[AArch64] Swap comparison operands if that enables some folding.

Summary: AArch64 can fold some shift+extend operations on the RHS operand of comparisons, so swap the operands if that makes sense. This provides a fix for https://bugs.llvm.org/show_bug.cgi?id=38751 Reviewers: efriedma, t.p.northover, javed.absar Subscribers: mcrosier, kristof.beyls, llvm-commits Differential Revision: https://reviews.llvm.org/D53067 llvm-svn: 344439
author: Arnaud A. de Grandmaison <arnaud.degrandmaison@arm.com> 2018-10-13 07:43:56 +0000
committer: Arnaud A. de Grandmaison <arnaud.degrandmaison@arm.com> 2018-10-13 07:43:56 +0000
commit: 162435e7b5e026b9f988c730bb6527683f6aa853 (patch)
tree: bc3754e96afec1728ef847b66dac53cd8254e8b7 /llvm/lib/Target
parent: 3afc346dd093fad4a5a24e35204040d0be5a5b17 (diff)

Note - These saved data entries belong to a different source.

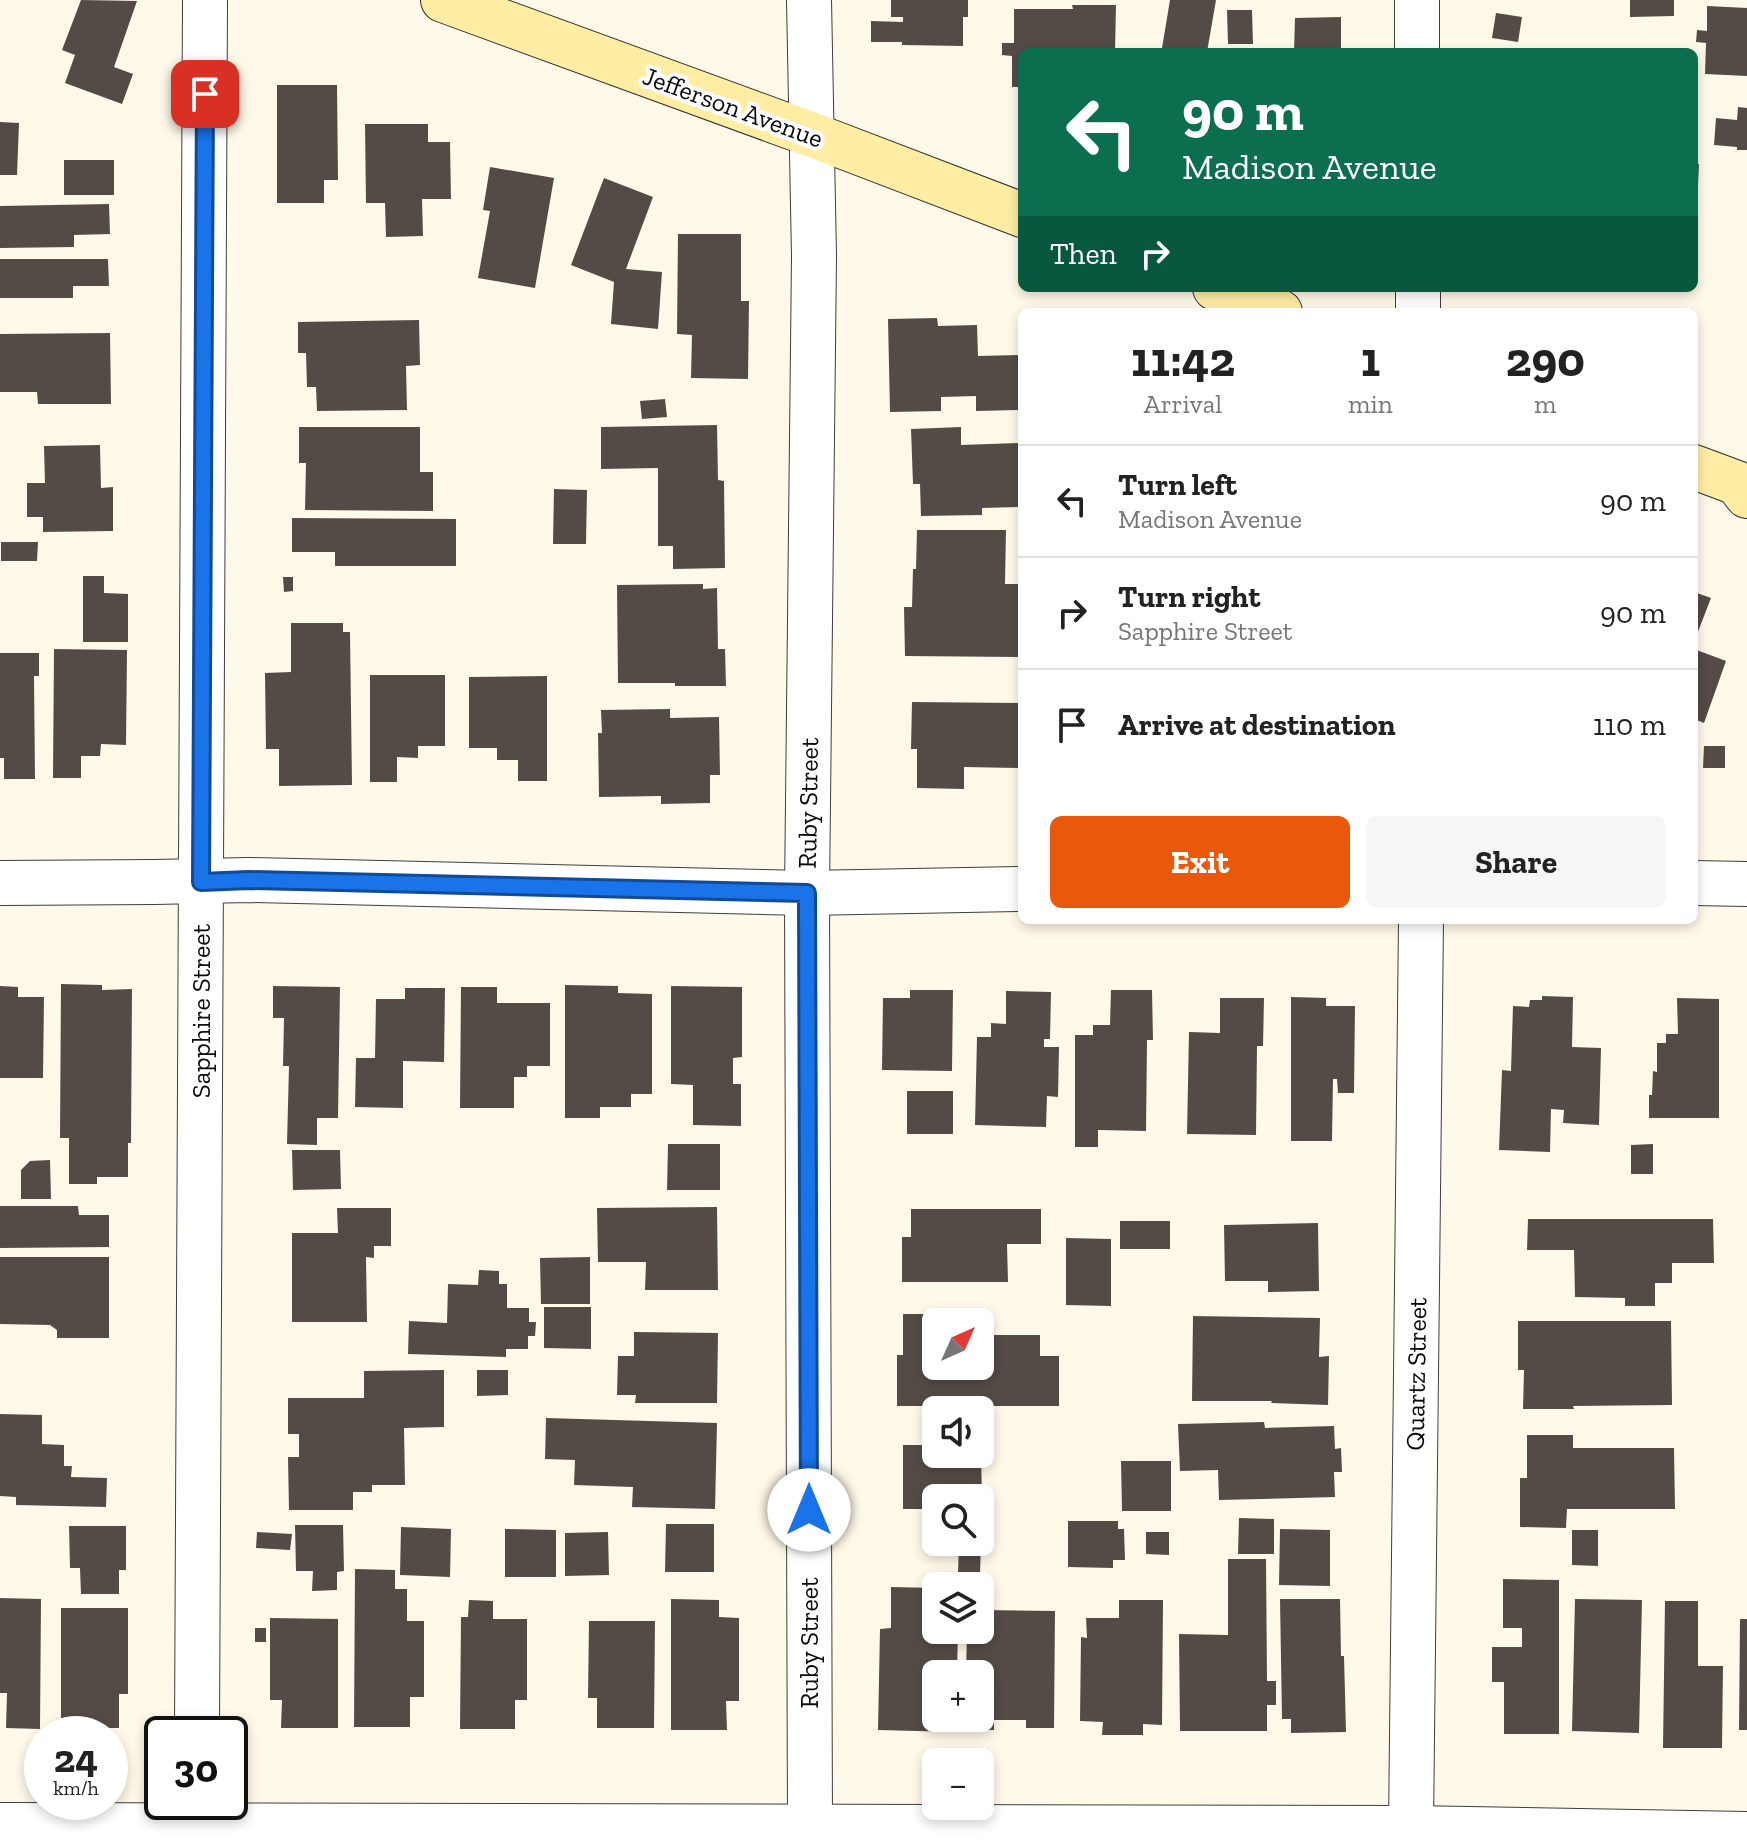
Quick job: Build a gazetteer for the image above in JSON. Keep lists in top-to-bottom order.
{
  "streets": {
    "main road": ["Jefferson Avenue"],
    "street": ["Ruby Street", "Sapphire Street", "Quartz Street"]
  },
  "crossings": [
    ["Jefferson Avenue", "Ruby Street"]
  ],
  "north": "top right",
  "page": {
    "turn": ["90 m", "Madison Avenue"],
    "then": "Then",
    "eta": [
      "11:42",
      "Arrival",
      "1",
      "min",
      "290",
      "m"
    ],
    "list": [
      {
        "name": "Turn left",
        "note": "Madison Avenue",
        "value": "90 m"
      },
      {
        "name": "Turn right",
        "note": "Sapphire Street",
        "value": "90 m"
      },
      {
        "name": "Arrive at destination",
        "value": "110 m"
      }
    ],
    "buttons": ["Exit", "Share"],
    "map_buttons": ["+", "−"],
    "speed": "24 km/h",
    "limit": "30"
  }
}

download: bcm5719-llvm-162435e7b5e026b9f988c730bb6527683f6aa853.tar.gz
bcm5719-llvm-162435e7b5e026b9f988c730bb6527683f6aa853.zip
1 files changed, 74 insertions, 12 deletions
diff --git a/llvm/lib/Target/AArch64/AArch64ISelLowering.cpp b/llvm/lib/Target/AArch64/AArch64ISelLowering.cpp
index 8cf9d55a950..90633807cdf 100644
--- a/llvm/lib/Target/AArch64/AArch64ISelLowering.cpp
+++ b/llvm/lib/Target/AArch64/AArch64ISelLowering.cpp
@@ -1460,6 +1460,21 @@ static bool isLegalArithImmed(uint64_t C) {
   return IsLegal;
 }
 
+// Can a (CMP op1, (sub 0, op2) be turned into a CMN instruction on
+// the grounds that "op1 - (-op2) == op1 + op2" ? Not always, the C and V flags
+// can be set differently by this operation. It comes down to whether
+// "SInt(~op2)+1 == SInt(~op2+1)" (and the same for UInt). If they are then
+// everything is fine. If not then the optimization is wrong. Thus general
+// comparisons are only valid if op2 != 0.
+//
+// So, finally, the only LLVM-native comparisons that don't mention C and V
+// are SETEQ and SETNE. They're the only ones we can safely use CMN for in
+// the absence of information about op2.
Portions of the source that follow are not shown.